ABOUT THIS TASK ::
All entries are to be printed again exactly, with their images omitted.

- - - - - - -

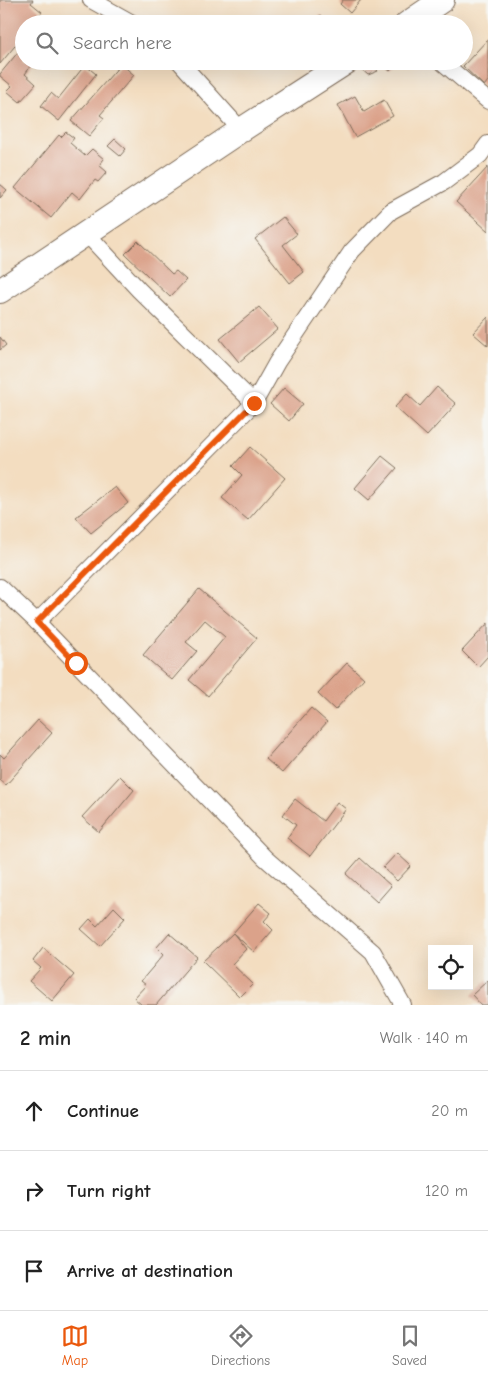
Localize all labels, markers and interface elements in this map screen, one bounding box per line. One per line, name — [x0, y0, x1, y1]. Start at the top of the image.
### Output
search box — [15, 15, 473, 70]
icon: search — [33, 29, 61, 57]
text: Search here — [73, 32, 172, 54]
route end — [243, 392, 266, 415]
route start — [65, 652, 88, 675]
map controls — [428, 945, 473, 990]
button: locate — [428, 945, 473, 990]
text: 2 min — [20, 1026, 71, 1050]
text: Walk · 140 m — [380, 1029, 468, 1047]
icon: ahead — [20, 1097, 48, 1125]
text: Continue — [67, 1100, 139, 1122]
text: 20 m — [431, 1102, 468, 1120]
icon: right — [20, 1177, 48, 1205]
text: Turn right — [67, 1180, 151, 1202]
text: 120 m — [425, 1182, 468, 1200]
icon: arrive — [20, 1257, 48, 1285]
text: Arrive at destination — [67, 1260, 233, 1282]
tab: Map — [61, 1322, 89, 1369]
tab: Directions — [211, 1322, 270, 1369]
tab: Saved — [392, 1322, 427, 1369]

- - - - - - -

EXERCISE ANSWER ::
Localize all labels, markers and interface elements in this map screen, one bounding box per line. One per line, name — [x0, y0, x1, y1]. Start at the top of the image.
### Output
search box — [15, 15, 473, 70]
icon: search — [33, 29, 61, 57]
text: Search here — [73, 32, 172, 54]
route end — [243, 392, 266, 415]
route start — [65, 652, 88, 675]
map controls — [428, 945, 473, 990]
button: locate — [428, 945, 473, 990]
text: 2 min — [20, 1026, 71, 1050]
text: Walk · 140 m — [380, 1029, 468, 1047]
icon: ahead — [20, 1097, 48, 1125]
text: Continue — [67, 1100, 139, 1122]
text: 20 m — [431, 1102, 468, 1120]
icon: right — [20, 1177, 48, 1205]
text: Turn right — [67, 1180, 151, 1202]
text: 120 m — [425, 1182, 468, 1200]
icon: arrive — [20, 1257, 48, 1285]
text: Arrive at destination — [67, 1260, 233, 1282]
tab: Map — [61, 1322, 89, 1369]
tab: Directions — [211, 1322, 270, 1369]
tab: Saved — [392, 1322, 427, 1369]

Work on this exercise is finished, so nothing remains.